=== Input records ===
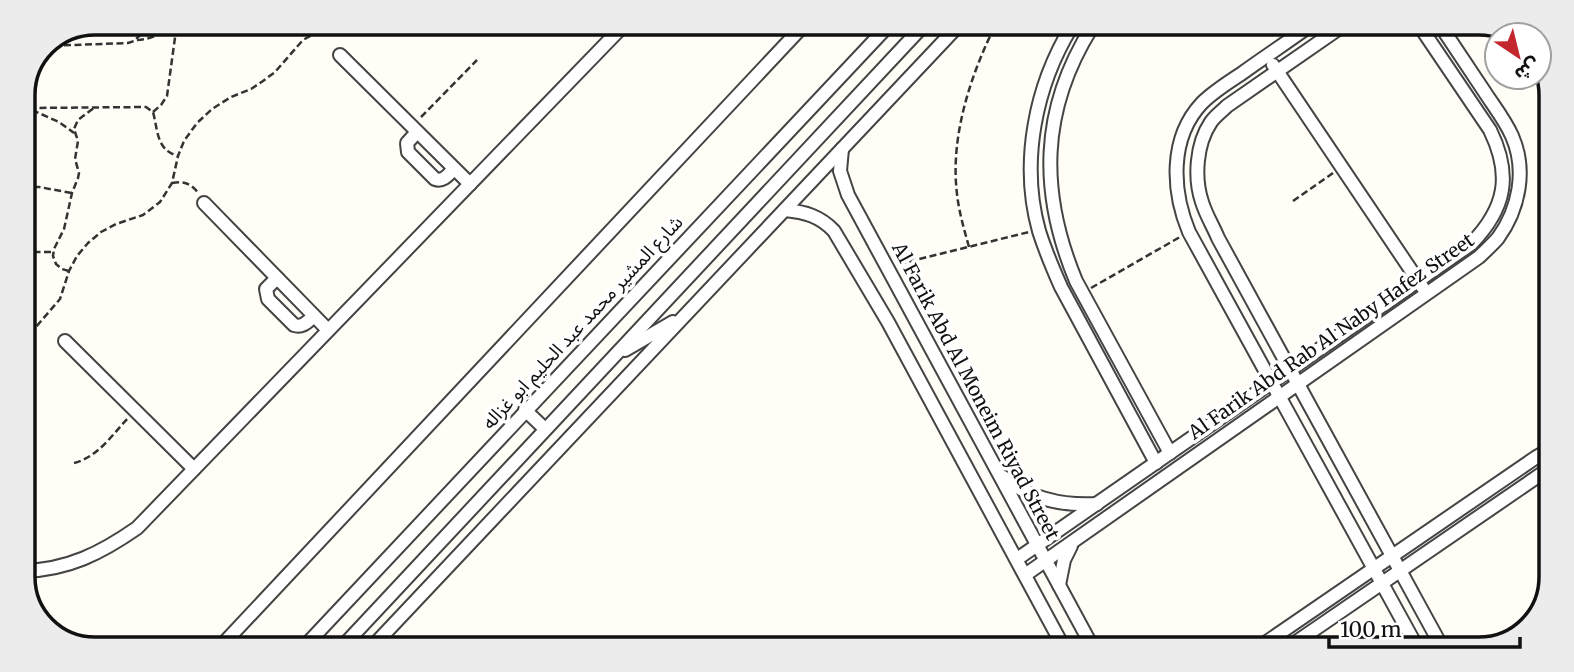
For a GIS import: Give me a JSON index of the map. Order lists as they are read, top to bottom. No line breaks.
{"streets":{"street":["شارع المشير محمد عبد الحليم ابو غزاله","Al Farik Abd Rab Al Naby Hafez Street","Al Farik Abd Al Moneim Riyad Street"]},"crossings":[["Al Farik Abd Rab Al Naby Hafez Street","Al Farik Abd Al Moneim Riyad Street"]],"scale_bar":"100 m","north":"bottom right"}
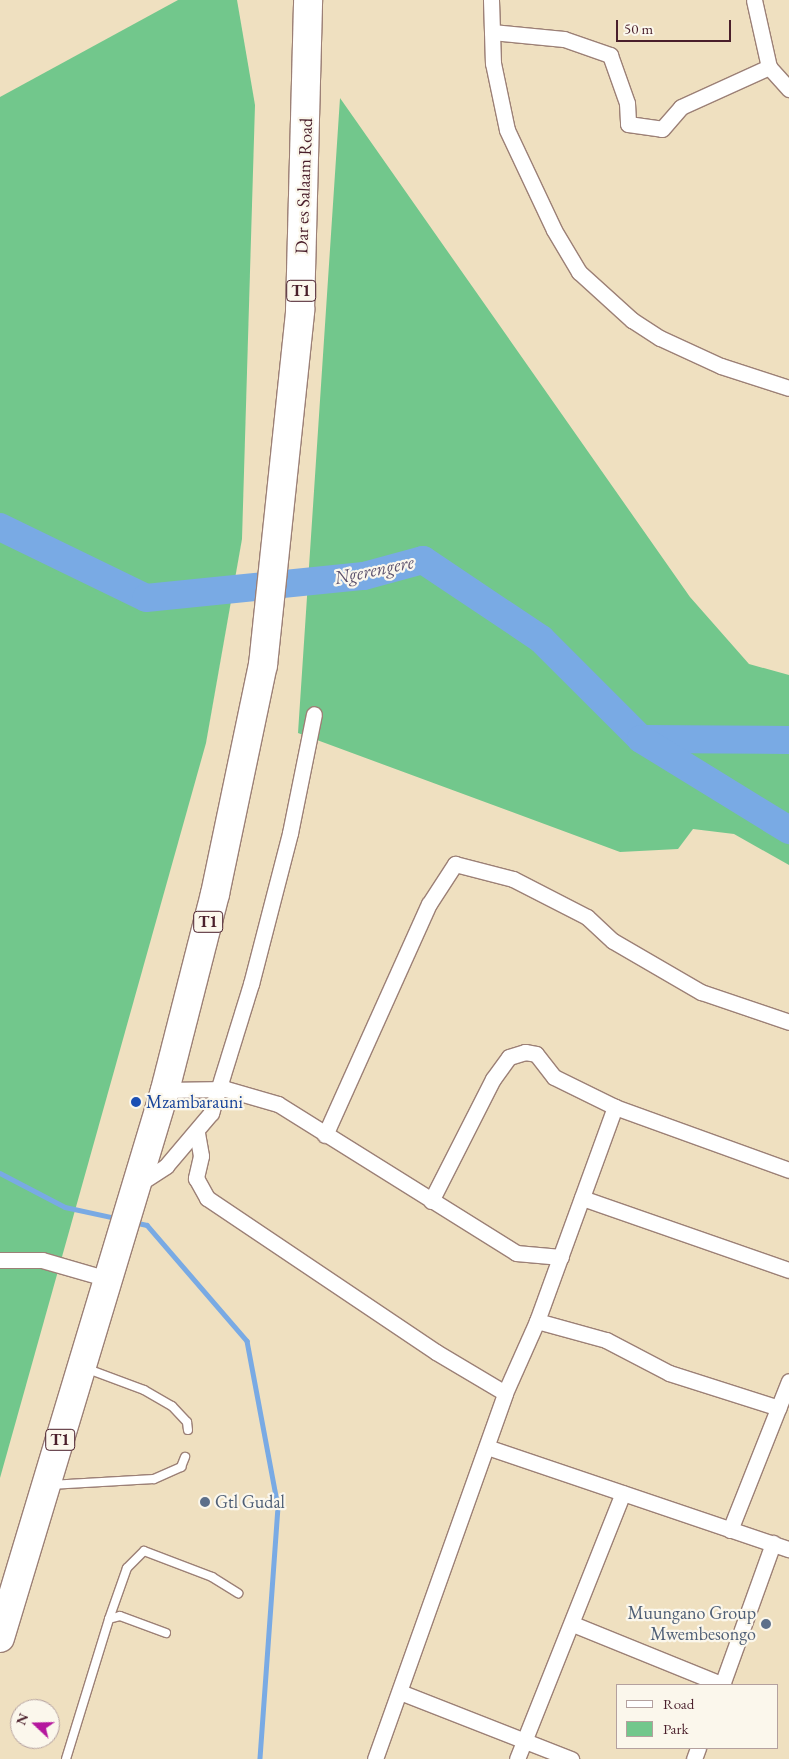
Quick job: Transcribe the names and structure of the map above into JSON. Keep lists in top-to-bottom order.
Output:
{
  "streets": {
    "highway": ["Dar es Salaam Road", "T1"]
  },
  "crossings": [
    ["Dar es Salaam Road", "T1"]
  ],
  "water": ["Ngerengere"],
  "places": ["Mzambarauni", "Gtl Gudal", "Muungano Group Mwembesongo"],
  "legend": ["Road", "Park"],
  "scale_bar": "50 m",
  "north": "left"
}
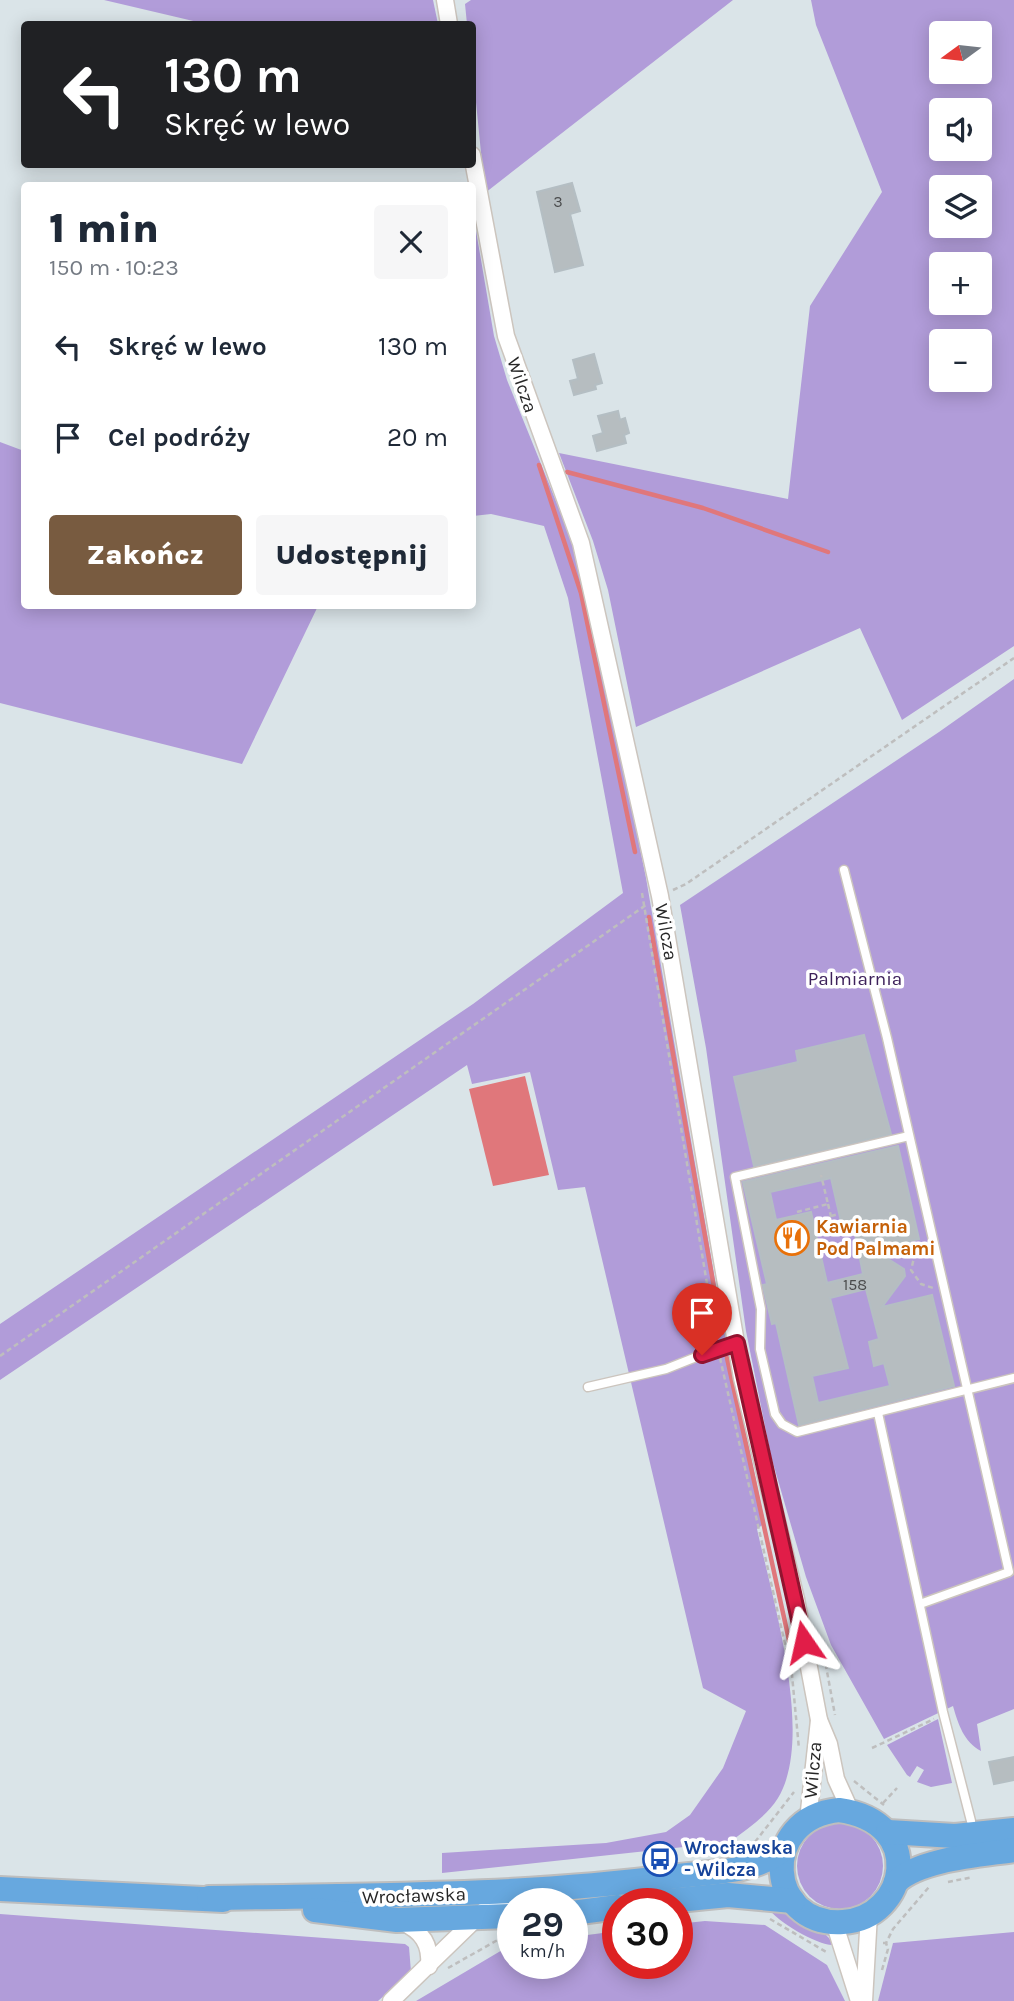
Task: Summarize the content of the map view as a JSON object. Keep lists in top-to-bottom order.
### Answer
{
  "streets": {
    "main road": ["Wrocławska"],
    "street": ["Wilcza"]
  },
  "crossings": [
    ["Wilcza", "Wrocławska"]
  ],
  "parks": ["Palmiarnia"],
  "places": {
    "restaurant": ["Kawiarnia Pod Palmami"],
    "bus stop": ["Wrocławska - Wilcza"]
  },
  "house_numbers": ["3", "158"],
  "north": "left",
  "page": {
    "map_buttons": ["+", "−"],
    "turn": ["130 m", "Skręć w lewo"],
    "heading": ["1 min", "150 m · 10:23"],
    "list": [
      {
        "name": "Skręć w lewo",
        "value": "130 m"
      },
      {
        "name": "Cel podróży",
        "value": "20 m"
      }
    ],
    "buttons": ["Zakończ", "Udostępnij"],
    "speed": "29 km/h",
    "limit": "30"
  }
}
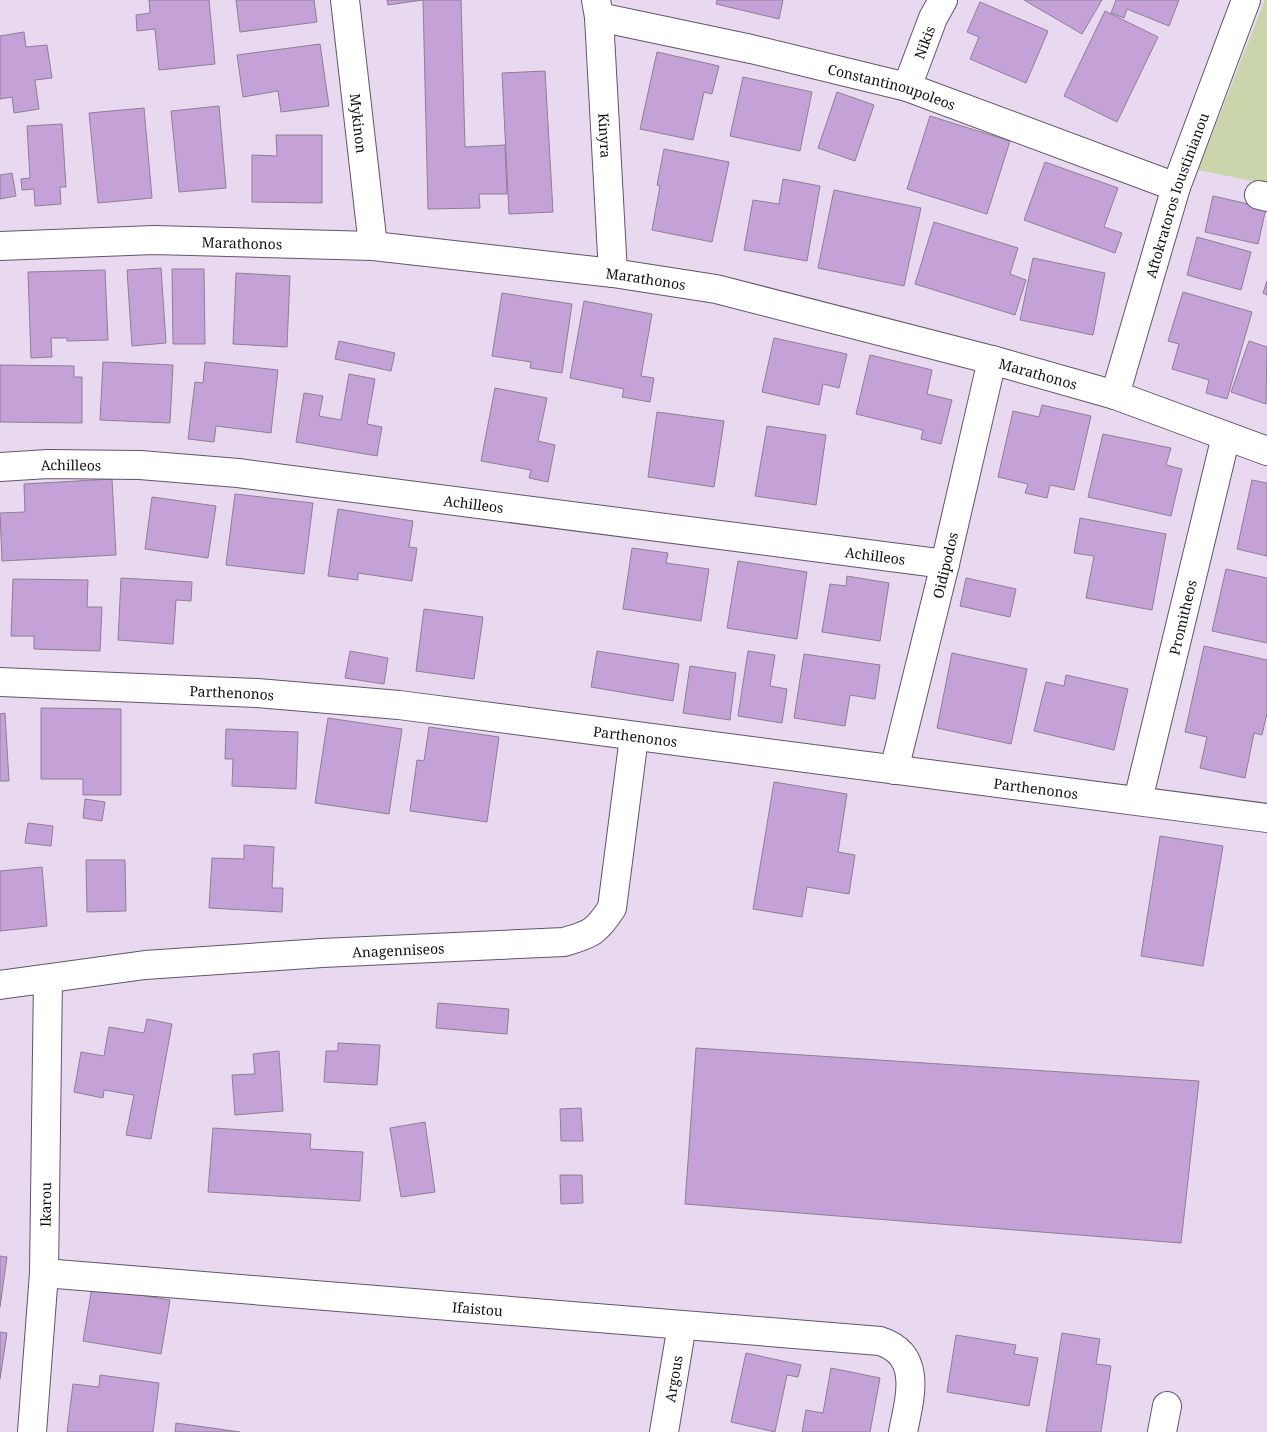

=== Problem requirements ===
Nothing but a number belongs in the answer, namely how many lines above include "Keep".

=== Response for this exercise ===
2